For current and former CS5487 students:
• DO NOT give the solutions to current CS5487 students.
• DO NOT post electronic copies of the solutions online.
• DO NOT use the solutions as “model answers” for doing the problem set. • DO use these solutions as a study aid for the final exam.
version v1: 4220e5da9c68ecfd5d8536fe34e0bcfb
Homework Problems
Problem 2.1 The Poisson distribution and flying bombs
(a) The log-likelihood of the data D = {k1,··· ,kN} is
log p(D) = 􏲋 [−λ + ki log λ − log ki!] = −Nλ + (􏲋 ki) log λ − 􏲋 log ki!
i=1 i=1 i=1 We obtain the maximum by setting the derivative with respect to λ to 0,
∂logp(D) 1􏲋N
λˆ = N ki,
∂λ = −N + λ
which is the sample average of the counts. The constraint that λ ≥ 0 is naturally satisfied since
it is always negative (or zero in the degenerate case), and hence we indeed have a maximum of log-likelihood.
ki ≥ 0. Looking at the second derivative,
∂2logp(D) 1 􏲋N

(b) Let xi be the sample random variables, where each xi is distributed as a Poisson with parameter λ. The mean of the estimator using samples X = {x1,··· ,xN} is
􏲗 1 􏲋N 􏲘 1 􏲋N
EX[λˆ]=EX N
⇒ EX[λˆ−λ]=0.
EX[xi]= N Hence the ML estimate λˆ is unbiased. For the variance, we have
(S.4) (S.5)
(c) The number of cells is 576. Assuming that the observation for the “5 and over” bin was actually 5, the ML estimate for the Poisson distribution is
λˆ = 1 (229(0) + 211(1) + 93(2) + 35(3) + 7(4) + 5(1)) = 0.929. (S.12) 576
Note that increasing the value of the “5 and over” bin to 6 slightly increases the estimate by 1/576 = 0.0017.

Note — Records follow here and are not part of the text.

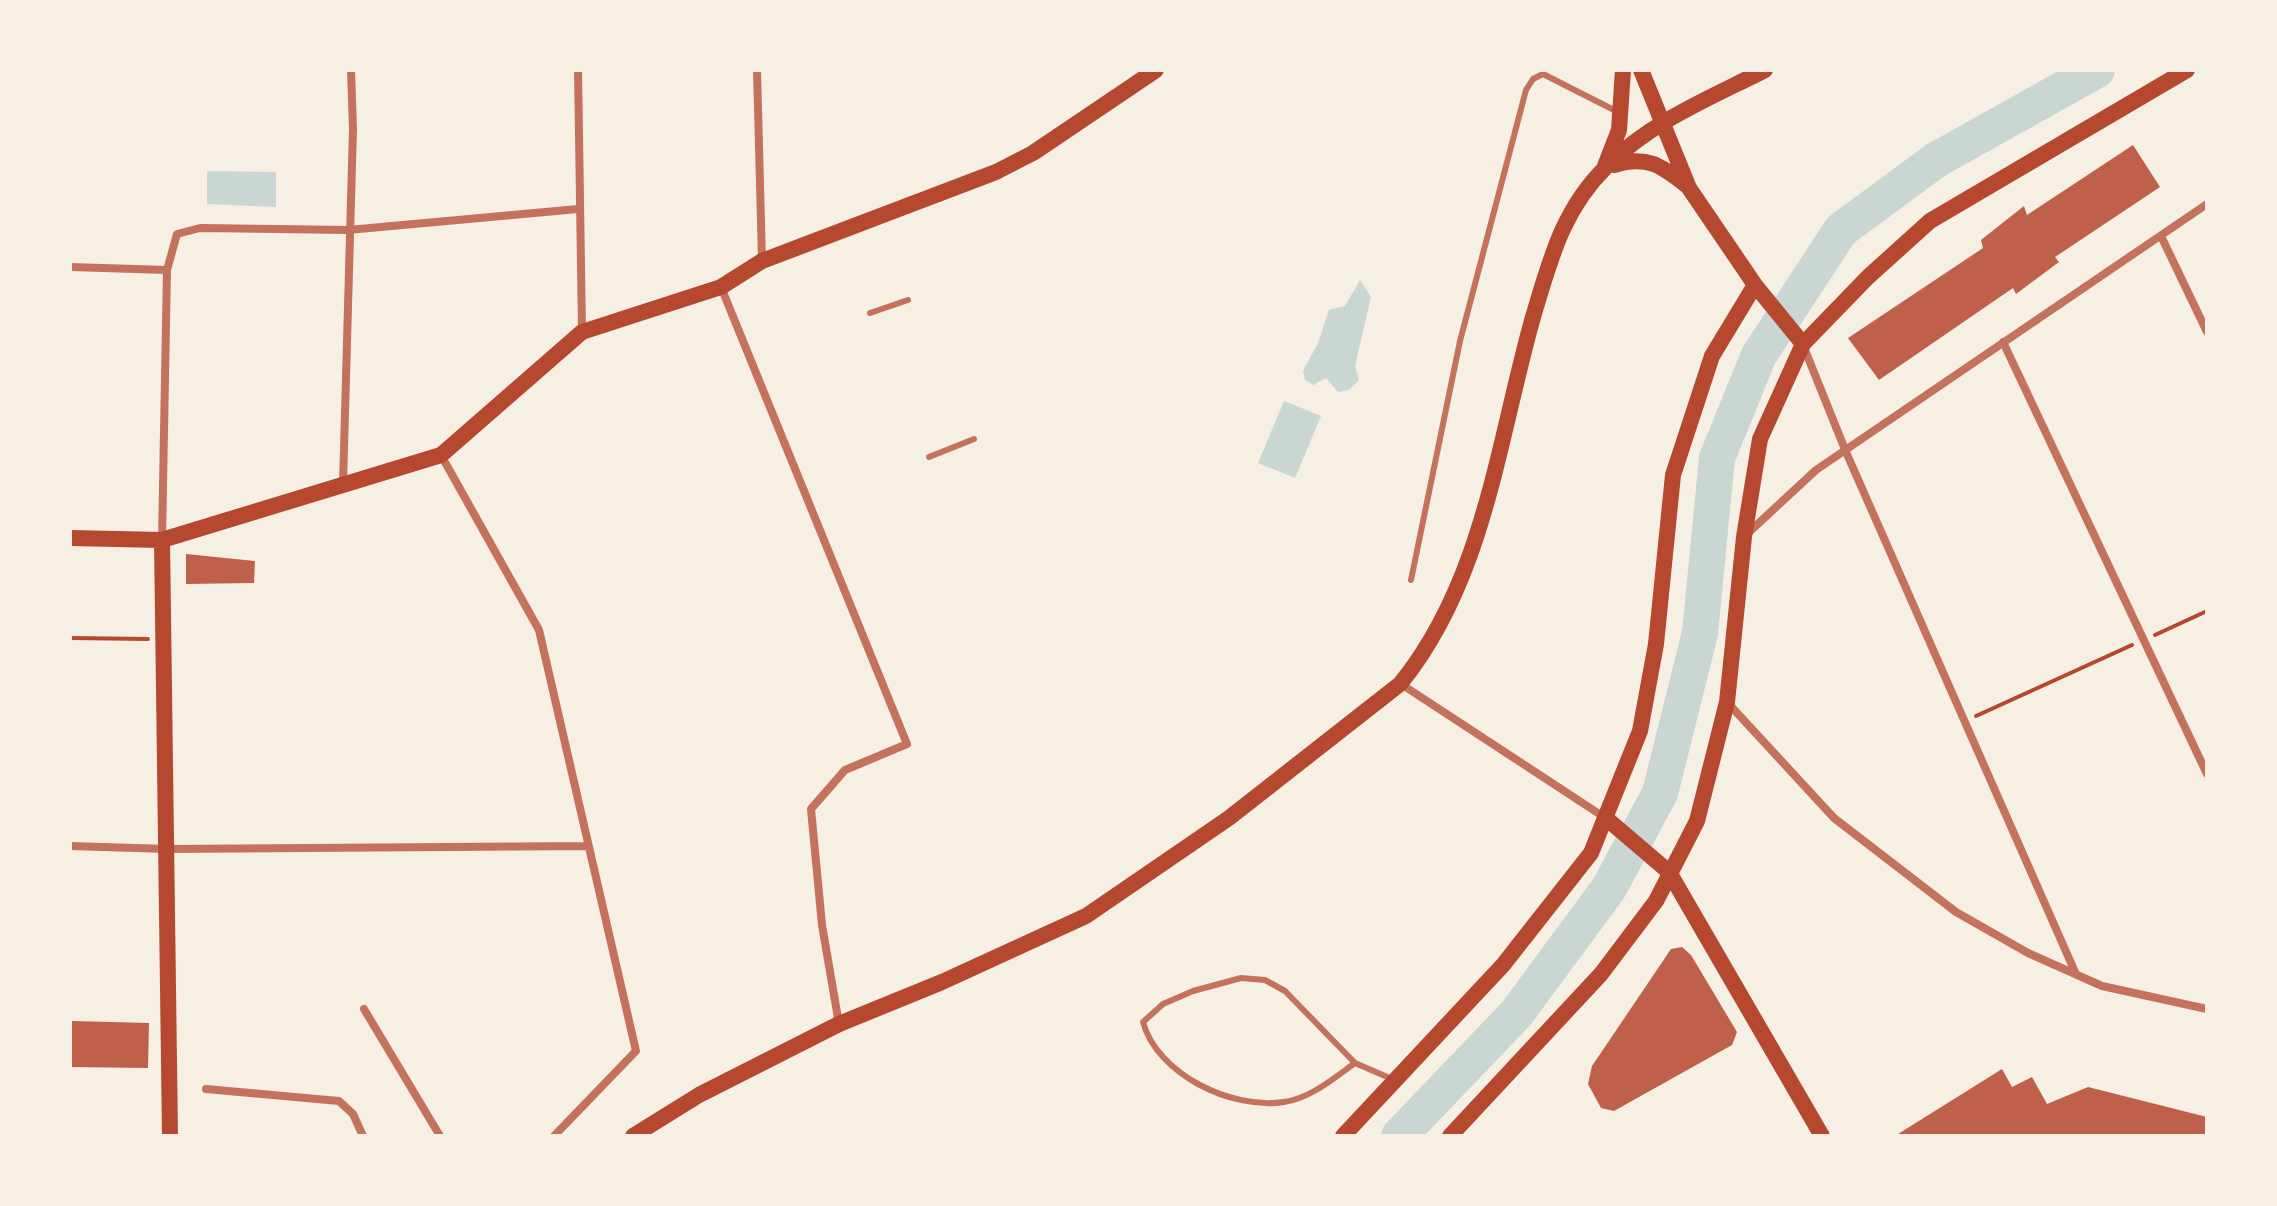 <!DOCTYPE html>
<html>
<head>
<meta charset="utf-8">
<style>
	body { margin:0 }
	#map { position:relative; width:2277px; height:1206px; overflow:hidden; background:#f6efe4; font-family:"Archivo Narrow",sans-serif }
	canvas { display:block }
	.frame { position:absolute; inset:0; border:72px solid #f6efe4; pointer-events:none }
</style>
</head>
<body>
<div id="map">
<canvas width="2277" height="1206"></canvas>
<div class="frame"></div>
</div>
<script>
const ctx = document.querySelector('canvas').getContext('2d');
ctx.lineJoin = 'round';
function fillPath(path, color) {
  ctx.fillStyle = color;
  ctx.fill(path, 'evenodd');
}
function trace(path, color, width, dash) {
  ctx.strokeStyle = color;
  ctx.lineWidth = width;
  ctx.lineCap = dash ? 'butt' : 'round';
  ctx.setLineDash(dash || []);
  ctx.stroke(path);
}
const water = new Path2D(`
	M207,171l69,1v35l-69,-3z
	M1360,280l11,17 -16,69 4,14 -10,10 -11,2 -12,-14 -13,7 -8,-5 -2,-9 15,-28 11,-33 16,-4z
	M1284,401l37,15 -26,62 -37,-15z`);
const river = new Path2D(`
	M1399,1136l117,-122 93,-126 51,-95 40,-160 17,-175 42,-103 82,-125 95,-70 161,-90`);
const building = new Path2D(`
	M2133,145l27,42 -105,70 4,5 -43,32 -3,-6 -134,92 -31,-42 135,-90 -2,-8 43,-34 3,9z
	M186,554l69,7 -1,22 -68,1z
	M1682,947l9,8 46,77 -5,13 -118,66 -13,-3 -13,-24 4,-18 79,-117z
	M72,1021l77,2 -1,45 -78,-1z
	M2002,1069l10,18 20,-10 15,27 41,-17 119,30v19h-307l-2,-2z`);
const path = new Path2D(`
	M2155,635l52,-24
	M70,638l78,1
	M1976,716l156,-71`);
const service = new Path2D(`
	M870,313l38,-13
	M929,457l45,-18
	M1411,580l49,-239 66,-251 7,-11 10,-5 75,38
	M1355,1063c-21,15 -44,35 -71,39 -53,8 -127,-28 -141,-80l20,-18 30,-13 48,-13 24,2 20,11 70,72 37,16`);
const minor = new Path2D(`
	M578,70l4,261
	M757,70l5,190
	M2161,236l46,96
	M70,267l97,3
	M721,287l186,457 -62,26 -34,39 11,116 17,99
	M2003,342l204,432
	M1803,345l43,107 229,520
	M441,455l98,175 97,421 -82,85
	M343,484l10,-355 -2,-59
	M1747,534l69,-64 391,-266
	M162,540l5,-270 10,-36 23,-6 148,2 230,-21
	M1401,684l206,135
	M1727,702l107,116 122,94 72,41 74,33 105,23
	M70,846l98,3 419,-3
	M364,1009l76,127
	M206,1089l133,12 14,13 10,22`);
const secondary = new Path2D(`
	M1641,70l48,118 66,97 48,59
	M1614,165c32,-10 47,0 72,20
	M1605,166l14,-36 4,-60
	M70,538l92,2 279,-85 141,-123 139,-45 41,-26 234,-89 37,-19 123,-83
	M162,540l8,596
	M1607,819l62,53 153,264
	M633,1136l66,-41 140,-71 103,-42 144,-66 143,-98 171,-134c84,-103 98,-243 133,-367 17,-56 29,-107 73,-150 44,-45 104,-69 159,-97
	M1343,1136l160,-171 88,-112 49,-122 16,-87 17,-169 39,-119 43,-71
	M1450,1136l151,-162 55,-73 41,-80 30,-119 17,-165 16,-98 43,-95 65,-67 62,-56 257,-151`);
fillPath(water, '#c9d6d2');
trace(river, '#c9d6d2', 36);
fillPath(building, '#bf614a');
trace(path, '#b5482f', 4);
trace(service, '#c5725c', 6);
trace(minor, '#c5725c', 8);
trace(secondary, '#b5482f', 16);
</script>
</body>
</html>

(d) Using λˆ from (c), the expected counts for 576 observations is given in the table below. k 0 1 2 3 4 5+
 􏲇 1 􏲋N 􏲖 2 
NNNN 1􏲋􏲋1􏲋􏲋
= N2EX  (xi −λ)(xj −λ)= N2 i=1 j=1
􏲖 2  varX[λˆ]=EX (λˆ−EX[λˆ])2 =EX  N( xi)−λ =EX  N (xi −λ) 
EX[(xi −λ)(xj −λ)] 
= 1 􏲋EX[(xi −λ)2]+􏲋EX[(xi −λ)(xj −λ)] N2  
For i ̸= j, we have
Exi,xj[(xi −λ)(xj −λ)]=Exi[xi −λ]Exj[xj −λ]=0, which uses the independence assumption. For i = j, we have
Substituting into (S.8),
Exi [(xi − λ)2] = var(xi) = λ. varX[λˆ] = 1 (Nλ) = λ .

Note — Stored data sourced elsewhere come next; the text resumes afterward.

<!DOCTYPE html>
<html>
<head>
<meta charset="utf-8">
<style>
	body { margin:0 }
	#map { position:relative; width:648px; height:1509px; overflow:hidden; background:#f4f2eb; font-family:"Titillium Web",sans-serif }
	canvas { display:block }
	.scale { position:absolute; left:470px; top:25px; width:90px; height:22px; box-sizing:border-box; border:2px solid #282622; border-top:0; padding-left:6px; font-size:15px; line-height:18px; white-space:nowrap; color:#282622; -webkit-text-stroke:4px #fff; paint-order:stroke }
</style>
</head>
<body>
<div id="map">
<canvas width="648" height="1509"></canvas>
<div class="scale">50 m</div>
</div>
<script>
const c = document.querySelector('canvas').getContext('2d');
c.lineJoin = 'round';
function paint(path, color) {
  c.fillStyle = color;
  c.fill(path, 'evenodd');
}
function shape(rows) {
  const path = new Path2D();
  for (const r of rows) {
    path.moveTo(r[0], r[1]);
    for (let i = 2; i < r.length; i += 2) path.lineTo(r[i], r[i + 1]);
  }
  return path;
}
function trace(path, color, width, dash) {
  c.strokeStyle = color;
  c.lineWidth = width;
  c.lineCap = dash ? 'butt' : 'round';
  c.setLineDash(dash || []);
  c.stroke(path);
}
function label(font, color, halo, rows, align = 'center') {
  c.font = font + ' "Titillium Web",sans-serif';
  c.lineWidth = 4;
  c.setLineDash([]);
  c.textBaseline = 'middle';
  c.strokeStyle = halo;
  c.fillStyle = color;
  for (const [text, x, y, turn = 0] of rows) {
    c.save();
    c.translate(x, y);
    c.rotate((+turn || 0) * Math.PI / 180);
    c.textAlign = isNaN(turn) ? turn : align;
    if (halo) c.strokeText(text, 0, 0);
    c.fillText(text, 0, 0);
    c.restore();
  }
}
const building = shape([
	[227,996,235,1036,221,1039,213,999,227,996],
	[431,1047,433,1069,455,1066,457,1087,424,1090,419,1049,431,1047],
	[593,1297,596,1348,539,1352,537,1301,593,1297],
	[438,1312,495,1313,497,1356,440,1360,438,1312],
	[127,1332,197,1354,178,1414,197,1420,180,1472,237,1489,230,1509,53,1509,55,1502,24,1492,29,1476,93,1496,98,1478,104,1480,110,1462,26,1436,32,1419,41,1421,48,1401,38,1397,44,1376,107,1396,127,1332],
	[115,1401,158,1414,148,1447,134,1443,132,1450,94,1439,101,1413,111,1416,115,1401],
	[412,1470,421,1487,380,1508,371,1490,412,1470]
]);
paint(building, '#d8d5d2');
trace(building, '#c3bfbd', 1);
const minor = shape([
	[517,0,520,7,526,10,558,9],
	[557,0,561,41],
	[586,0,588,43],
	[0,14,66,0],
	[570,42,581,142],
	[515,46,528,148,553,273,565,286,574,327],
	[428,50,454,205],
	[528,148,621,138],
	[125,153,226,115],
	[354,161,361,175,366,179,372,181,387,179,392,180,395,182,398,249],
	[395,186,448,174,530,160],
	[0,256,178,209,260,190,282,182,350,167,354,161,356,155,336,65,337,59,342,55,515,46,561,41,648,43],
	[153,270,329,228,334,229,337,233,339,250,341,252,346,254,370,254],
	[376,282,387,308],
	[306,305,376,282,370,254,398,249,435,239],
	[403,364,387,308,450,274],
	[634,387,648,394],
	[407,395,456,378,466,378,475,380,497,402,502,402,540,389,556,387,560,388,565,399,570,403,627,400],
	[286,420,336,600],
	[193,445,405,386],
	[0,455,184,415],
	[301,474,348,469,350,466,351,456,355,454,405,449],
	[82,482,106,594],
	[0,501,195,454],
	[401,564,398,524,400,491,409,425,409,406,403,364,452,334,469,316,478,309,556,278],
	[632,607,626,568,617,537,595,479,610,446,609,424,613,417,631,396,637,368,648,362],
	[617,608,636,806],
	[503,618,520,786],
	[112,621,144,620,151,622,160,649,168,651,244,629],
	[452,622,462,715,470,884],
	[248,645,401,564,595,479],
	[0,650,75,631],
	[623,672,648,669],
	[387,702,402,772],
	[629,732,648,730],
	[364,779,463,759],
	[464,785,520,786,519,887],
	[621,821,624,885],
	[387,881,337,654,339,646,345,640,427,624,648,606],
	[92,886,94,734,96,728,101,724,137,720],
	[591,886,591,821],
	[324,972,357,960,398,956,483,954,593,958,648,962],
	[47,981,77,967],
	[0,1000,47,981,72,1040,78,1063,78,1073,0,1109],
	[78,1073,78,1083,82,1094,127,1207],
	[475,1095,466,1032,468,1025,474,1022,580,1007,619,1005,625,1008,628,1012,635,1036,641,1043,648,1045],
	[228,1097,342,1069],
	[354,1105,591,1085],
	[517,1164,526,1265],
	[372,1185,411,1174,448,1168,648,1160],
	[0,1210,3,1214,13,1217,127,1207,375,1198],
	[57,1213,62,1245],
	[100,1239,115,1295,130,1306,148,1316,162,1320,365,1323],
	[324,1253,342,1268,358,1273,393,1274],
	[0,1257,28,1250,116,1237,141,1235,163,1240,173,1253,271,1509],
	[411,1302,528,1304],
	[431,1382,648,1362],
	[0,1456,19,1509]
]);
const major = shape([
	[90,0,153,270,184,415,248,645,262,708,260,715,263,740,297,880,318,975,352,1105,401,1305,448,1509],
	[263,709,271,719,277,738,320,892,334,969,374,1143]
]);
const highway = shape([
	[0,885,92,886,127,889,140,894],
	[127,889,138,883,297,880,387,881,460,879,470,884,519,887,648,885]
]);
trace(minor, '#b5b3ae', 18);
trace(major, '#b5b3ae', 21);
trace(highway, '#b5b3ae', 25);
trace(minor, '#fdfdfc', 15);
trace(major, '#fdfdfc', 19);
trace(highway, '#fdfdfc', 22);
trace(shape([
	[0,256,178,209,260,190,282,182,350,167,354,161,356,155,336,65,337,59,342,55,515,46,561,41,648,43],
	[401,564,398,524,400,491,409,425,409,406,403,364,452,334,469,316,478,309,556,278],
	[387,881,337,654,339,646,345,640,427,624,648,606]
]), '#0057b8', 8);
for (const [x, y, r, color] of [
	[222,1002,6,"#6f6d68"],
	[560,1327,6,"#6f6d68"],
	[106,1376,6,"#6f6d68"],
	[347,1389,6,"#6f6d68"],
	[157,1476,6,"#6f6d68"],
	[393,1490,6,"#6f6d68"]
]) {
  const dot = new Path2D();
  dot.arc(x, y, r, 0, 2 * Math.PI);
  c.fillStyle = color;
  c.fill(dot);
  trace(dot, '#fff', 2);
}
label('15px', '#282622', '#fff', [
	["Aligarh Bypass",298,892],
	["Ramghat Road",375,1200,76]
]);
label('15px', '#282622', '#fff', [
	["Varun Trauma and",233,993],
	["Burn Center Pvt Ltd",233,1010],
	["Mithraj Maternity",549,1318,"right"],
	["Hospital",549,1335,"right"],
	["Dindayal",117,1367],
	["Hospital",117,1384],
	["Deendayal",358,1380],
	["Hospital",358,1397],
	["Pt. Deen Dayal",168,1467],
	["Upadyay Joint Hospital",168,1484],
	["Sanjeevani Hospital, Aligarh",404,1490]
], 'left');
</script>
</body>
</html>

Hence the variance of the estimator is inversely proportional to the number of samples.
p(x = k) expected observed
0.3950 0.3669 227.5 211.3 229 211
0.1704 98.1 93
0.0528 0.0122 0.0027 30.4 7.1 1.5 35 7 1

The expected and observed counts are very similar. For k = 2 and k = 3 the expected and observed counts are off by around 5, but other values are very close. Because the expected and observed data match well, this supports the conclusion that the flying bombs were falling randomly, and not due to any precision targeting. Quantitatively, a χ2 test can be used to check the goodness-of-fit between the expected and actual data. In this case, the χ2 test gives a high probability (0.888) that the observations came from the expected distribution.
……… Problem 2.10 Robust Regression and MLE
(a) Assuming that the observation noise is Laplace distribution will yield the robust regression formulation. Formally, we have a function f (x) = φ(x)T θ. We observe noisy outputs of f (x),
yi =f(xi)+εi,
where εi is distributed as a Laplace distribution with zero-mean,
1 −|εi| p(εi)=2λe λ .
Hence, yi is also a Laplace distribution, but with mean f(xi),
1 −|yi−f(xi)| p(yi|xi) = 2λe λ
Taking the log and summing over the training points, we get the data log-likelihood
|yi −φ(xi)Tθ|.
Since λ is a constant that does not affect the optimization, the MLE solution is then
θ∗ = argmax log p(y|X) = argmax − 􏲋 |yi − φ(xi)T θ| = argmin 􏲋 |yi − φ(xi)T θ|
logp(y|X)=−λ
θ θ i=1 θ i=1
In summary, robust regression (minimizing the L1 norm) is equivalent to assuming a Laplace
distribution on the observation noise and applying MLE.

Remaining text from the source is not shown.